▸ **Saved entries**
#####

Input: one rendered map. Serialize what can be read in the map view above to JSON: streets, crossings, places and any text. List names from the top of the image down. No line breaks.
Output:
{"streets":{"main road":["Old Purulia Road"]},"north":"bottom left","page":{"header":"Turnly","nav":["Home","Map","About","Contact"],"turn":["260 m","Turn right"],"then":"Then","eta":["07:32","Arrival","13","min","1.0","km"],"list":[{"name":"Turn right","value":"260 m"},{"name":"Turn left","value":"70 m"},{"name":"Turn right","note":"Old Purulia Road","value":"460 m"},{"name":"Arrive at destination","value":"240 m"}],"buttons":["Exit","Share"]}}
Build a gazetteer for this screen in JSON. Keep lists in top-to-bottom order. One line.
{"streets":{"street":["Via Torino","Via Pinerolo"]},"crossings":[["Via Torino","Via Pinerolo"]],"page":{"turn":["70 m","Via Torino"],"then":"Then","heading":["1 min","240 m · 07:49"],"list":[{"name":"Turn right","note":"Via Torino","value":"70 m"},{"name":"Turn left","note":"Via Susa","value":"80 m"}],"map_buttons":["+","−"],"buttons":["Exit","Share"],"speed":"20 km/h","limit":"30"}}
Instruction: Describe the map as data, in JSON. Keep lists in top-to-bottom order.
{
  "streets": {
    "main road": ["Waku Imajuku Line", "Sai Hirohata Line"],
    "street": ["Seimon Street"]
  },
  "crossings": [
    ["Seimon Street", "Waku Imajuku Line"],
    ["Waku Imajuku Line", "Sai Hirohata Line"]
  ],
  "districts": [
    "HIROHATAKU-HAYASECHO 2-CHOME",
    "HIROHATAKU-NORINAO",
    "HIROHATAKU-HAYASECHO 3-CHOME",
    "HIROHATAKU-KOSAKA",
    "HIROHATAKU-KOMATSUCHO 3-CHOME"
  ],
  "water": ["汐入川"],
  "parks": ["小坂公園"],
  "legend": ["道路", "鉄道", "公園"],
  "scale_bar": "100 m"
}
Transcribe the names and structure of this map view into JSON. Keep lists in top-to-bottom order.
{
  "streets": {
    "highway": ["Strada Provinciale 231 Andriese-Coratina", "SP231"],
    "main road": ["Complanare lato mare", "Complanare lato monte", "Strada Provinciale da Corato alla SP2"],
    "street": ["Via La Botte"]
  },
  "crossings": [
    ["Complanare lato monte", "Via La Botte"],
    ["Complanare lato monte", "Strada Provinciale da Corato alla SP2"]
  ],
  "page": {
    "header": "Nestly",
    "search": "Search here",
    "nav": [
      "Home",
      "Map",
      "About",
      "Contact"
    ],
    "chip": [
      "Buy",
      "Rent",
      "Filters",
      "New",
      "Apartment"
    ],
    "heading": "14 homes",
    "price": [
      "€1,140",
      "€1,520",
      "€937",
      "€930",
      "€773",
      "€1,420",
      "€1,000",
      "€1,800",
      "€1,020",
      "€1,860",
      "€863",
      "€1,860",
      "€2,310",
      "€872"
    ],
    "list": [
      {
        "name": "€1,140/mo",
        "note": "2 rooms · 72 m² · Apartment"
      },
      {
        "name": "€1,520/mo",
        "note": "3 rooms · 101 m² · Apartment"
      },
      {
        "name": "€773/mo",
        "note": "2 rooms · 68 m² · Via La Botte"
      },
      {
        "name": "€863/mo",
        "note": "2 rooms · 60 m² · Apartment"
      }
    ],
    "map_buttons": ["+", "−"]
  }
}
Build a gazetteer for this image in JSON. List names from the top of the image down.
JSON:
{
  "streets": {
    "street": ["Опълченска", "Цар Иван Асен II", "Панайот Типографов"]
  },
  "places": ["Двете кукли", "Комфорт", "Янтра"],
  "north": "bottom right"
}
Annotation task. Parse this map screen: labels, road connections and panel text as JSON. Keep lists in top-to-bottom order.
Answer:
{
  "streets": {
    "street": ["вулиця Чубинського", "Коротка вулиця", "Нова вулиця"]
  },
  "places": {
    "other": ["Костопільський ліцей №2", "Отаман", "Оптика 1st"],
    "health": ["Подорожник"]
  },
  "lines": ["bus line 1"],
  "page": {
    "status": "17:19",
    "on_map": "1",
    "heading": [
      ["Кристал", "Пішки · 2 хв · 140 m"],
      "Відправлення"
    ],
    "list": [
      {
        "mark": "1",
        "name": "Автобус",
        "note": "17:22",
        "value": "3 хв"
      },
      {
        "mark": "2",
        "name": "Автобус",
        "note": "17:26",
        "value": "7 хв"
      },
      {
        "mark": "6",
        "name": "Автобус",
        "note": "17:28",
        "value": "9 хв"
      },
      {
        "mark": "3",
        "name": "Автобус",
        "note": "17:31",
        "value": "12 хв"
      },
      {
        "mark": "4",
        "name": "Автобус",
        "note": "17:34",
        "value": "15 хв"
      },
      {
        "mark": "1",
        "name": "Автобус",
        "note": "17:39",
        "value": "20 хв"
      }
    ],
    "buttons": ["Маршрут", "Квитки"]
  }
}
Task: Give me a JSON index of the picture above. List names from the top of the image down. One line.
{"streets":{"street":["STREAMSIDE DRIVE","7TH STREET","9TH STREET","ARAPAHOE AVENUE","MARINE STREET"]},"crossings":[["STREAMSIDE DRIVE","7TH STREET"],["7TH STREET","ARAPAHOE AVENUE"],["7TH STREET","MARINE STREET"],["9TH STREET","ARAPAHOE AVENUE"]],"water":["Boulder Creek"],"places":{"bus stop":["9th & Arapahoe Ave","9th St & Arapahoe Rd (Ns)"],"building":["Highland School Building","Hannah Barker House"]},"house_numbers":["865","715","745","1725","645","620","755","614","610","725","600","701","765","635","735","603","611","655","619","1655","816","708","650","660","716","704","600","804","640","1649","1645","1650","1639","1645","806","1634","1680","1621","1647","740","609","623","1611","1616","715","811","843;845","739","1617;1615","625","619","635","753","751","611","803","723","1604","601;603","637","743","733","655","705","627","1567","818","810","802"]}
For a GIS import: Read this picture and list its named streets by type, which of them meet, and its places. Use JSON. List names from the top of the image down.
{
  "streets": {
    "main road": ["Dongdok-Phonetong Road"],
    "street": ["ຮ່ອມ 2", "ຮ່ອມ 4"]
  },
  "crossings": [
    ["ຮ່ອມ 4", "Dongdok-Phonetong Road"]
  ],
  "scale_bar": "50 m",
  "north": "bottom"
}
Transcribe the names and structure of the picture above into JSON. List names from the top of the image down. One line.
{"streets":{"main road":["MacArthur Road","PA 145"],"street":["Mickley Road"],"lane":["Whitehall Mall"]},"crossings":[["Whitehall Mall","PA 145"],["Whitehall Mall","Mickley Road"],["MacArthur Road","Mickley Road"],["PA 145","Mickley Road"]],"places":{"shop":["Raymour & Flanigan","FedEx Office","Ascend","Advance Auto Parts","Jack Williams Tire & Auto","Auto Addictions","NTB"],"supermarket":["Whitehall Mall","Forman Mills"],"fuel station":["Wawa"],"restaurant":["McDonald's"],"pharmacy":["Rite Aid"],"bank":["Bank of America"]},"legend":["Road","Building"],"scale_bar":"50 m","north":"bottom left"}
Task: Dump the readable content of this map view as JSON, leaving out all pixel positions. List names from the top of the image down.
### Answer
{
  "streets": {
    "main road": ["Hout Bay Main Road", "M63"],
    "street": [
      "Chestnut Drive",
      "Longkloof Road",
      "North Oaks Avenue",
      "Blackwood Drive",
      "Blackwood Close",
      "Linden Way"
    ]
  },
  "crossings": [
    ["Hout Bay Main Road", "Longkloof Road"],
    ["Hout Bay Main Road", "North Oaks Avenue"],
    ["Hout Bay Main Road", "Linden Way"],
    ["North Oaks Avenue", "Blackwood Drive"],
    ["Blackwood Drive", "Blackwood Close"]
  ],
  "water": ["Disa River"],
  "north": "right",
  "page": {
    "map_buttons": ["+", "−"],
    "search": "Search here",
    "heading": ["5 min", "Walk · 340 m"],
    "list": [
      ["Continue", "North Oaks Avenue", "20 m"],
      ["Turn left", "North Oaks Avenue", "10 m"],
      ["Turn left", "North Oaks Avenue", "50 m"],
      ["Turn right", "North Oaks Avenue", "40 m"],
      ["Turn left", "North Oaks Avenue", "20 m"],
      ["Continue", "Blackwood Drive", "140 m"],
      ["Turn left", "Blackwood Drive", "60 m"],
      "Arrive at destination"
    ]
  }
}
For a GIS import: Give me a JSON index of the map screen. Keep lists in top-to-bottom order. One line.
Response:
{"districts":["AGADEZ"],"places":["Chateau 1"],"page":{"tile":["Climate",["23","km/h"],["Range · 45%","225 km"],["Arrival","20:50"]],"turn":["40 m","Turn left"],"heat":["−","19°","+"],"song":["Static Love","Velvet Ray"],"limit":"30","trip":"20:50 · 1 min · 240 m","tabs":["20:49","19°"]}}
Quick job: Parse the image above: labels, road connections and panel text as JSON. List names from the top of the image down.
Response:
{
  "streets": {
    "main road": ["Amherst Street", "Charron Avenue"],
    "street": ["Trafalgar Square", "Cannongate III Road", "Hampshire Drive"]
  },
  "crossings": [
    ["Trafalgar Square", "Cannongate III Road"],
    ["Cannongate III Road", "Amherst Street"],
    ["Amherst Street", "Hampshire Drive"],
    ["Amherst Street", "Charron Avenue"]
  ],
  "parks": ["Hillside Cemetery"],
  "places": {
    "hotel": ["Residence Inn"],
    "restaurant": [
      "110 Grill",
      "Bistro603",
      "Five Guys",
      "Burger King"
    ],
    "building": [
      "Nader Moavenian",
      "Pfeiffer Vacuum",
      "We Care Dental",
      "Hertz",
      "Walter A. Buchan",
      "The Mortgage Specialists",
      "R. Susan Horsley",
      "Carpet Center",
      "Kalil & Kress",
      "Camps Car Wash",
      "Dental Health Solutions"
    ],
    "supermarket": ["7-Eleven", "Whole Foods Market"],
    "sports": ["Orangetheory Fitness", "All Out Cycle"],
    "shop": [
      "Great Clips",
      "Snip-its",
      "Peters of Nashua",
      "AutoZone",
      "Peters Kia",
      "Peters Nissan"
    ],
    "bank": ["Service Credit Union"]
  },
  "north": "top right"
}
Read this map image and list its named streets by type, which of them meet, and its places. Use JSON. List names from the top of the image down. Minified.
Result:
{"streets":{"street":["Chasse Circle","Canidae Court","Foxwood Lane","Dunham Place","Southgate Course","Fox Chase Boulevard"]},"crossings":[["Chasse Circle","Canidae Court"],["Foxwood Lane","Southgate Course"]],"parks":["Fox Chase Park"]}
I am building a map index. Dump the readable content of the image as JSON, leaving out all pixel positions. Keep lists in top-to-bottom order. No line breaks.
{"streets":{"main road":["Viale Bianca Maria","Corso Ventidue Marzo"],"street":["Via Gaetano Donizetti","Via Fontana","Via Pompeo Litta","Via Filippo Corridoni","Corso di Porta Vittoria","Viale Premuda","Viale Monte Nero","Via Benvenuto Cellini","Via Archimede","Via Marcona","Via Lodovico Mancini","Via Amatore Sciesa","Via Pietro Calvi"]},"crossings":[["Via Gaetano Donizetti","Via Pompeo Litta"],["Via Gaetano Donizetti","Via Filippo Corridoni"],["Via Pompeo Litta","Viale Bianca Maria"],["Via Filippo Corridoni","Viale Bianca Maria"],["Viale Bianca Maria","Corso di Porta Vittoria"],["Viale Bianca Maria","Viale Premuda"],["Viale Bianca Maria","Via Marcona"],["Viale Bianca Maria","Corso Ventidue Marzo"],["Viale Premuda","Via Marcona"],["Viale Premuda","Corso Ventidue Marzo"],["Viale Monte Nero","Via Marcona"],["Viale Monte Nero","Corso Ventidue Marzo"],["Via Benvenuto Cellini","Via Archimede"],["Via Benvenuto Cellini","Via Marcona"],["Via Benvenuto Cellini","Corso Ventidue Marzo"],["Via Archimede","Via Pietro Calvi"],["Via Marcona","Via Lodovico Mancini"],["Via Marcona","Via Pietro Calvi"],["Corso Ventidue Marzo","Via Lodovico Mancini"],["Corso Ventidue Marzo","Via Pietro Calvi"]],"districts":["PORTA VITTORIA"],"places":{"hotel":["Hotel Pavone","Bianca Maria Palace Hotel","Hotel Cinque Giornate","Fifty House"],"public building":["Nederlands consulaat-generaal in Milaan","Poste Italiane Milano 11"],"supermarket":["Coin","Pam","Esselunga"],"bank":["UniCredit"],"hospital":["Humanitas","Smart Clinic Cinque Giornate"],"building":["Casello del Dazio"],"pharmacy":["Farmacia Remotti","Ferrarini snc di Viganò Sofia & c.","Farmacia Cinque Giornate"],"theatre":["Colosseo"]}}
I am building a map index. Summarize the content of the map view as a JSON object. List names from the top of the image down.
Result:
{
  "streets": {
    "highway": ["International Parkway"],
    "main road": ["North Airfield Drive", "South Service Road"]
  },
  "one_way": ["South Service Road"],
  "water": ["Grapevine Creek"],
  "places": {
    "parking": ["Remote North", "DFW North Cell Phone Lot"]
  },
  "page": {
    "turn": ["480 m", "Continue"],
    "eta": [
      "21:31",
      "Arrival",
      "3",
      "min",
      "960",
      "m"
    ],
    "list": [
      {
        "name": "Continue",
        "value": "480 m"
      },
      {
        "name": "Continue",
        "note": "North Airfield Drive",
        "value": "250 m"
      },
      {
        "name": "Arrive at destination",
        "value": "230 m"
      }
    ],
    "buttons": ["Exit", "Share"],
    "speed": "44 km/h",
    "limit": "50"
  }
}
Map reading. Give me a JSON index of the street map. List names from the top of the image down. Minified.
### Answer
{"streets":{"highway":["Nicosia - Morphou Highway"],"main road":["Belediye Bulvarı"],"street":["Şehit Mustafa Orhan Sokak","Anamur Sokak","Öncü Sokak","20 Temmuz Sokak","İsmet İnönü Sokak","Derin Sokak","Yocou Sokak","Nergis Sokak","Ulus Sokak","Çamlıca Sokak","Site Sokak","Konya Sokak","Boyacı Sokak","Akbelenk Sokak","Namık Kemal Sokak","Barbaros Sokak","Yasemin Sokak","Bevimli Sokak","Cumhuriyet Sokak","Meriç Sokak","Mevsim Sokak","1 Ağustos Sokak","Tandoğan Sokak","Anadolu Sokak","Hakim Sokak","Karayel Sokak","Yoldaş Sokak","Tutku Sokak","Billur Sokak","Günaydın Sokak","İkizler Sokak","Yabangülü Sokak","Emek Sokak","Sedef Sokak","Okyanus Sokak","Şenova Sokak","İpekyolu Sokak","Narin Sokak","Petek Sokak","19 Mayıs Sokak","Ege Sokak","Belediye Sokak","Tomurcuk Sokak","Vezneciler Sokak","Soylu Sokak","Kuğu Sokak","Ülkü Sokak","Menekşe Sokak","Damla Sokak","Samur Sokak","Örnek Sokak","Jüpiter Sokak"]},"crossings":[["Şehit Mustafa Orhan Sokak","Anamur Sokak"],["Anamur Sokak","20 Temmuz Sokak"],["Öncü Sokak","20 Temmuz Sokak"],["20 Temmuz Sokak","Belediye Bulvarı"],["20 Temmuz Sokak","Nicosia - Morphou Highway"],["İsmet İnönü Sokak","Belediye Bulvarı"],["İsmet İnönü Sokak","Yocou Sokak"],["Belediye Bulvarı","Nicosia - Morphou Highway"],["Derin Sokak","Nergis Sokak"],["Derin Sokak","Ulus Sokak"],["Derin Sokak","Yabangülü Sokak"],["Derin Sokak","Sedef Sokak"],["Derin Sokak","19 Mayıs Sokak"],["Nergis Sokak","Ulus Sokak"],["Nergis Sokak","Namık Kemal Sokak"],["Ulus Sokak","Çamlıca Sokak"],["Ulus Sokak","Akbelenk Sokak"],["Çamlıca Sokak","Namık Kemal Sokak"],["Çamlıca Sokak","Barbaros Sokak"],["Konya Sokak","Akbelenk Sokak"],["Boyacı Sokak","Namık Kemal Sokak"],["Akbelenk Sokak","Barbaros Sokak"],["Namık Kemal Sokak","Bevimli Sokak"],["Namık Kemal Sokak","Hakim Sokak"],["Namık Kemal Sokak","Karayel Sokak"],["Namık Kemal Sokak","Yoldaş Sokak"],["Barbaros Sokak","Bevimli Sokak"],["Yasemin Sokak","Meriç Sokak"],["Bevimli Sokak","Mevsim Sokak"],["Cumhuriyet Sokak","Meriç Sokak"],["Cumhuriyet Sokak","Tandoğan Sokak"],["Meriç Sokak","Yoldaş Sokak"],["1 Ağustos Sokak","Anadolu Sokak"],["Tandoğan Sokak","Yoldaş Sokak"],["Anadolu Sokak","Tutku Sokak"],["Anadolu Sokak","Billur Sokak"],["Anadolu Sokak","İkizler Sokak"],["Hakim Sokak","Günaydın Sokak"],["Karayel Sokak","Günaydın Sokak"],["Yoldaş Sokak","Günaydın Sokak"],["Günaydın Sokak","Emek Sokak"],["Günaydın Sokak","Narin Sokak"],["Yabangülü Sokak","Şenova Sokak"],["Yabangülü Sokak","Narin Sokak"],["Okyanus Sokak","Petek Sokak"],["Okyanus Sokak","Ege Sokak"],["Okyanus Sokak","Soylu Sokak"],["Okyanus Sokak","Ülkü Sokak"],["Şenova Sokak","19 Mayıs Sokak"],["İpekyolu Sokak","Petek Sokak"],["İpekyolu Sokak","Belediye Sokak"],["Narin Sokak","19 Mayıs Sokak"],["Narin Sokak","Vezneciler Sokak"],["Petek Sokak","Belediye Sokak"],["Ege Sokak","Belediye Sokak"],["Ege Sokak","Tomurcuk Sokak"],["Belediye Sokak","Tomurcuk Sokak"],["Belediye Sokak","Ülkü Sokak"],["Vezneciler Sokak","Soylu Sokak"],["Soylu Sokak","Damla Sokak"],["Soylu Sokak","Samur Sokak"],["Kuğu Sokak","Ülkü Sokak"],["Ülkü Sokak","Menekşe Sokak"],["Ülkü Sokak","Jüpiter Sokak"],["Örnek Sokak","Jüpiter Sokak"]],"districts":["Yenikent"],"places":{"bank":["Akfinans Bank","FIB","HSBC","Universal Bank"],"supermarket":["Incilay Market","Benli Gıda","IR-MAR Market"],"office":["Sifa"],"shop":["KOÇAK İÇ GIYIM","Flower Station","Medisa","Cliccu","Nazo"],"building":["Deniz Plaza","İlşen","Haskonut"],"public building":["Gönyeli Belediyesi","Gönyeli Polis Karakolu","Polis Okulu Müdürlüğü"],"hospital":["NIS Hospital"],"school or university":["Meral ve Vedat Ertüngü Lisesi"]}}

#####

When you find a line in the records that contains the word "Complanare", copy it.

    "main road": ["Complanare lato mare", "Complanare lato monte", "Strada Provinciale da Corato alla SP2"],
    ["Complanare lato monte", "Via La Botte"],
    ["Complanare lato monte", "Strada Provinciale da Corato alla SP2"]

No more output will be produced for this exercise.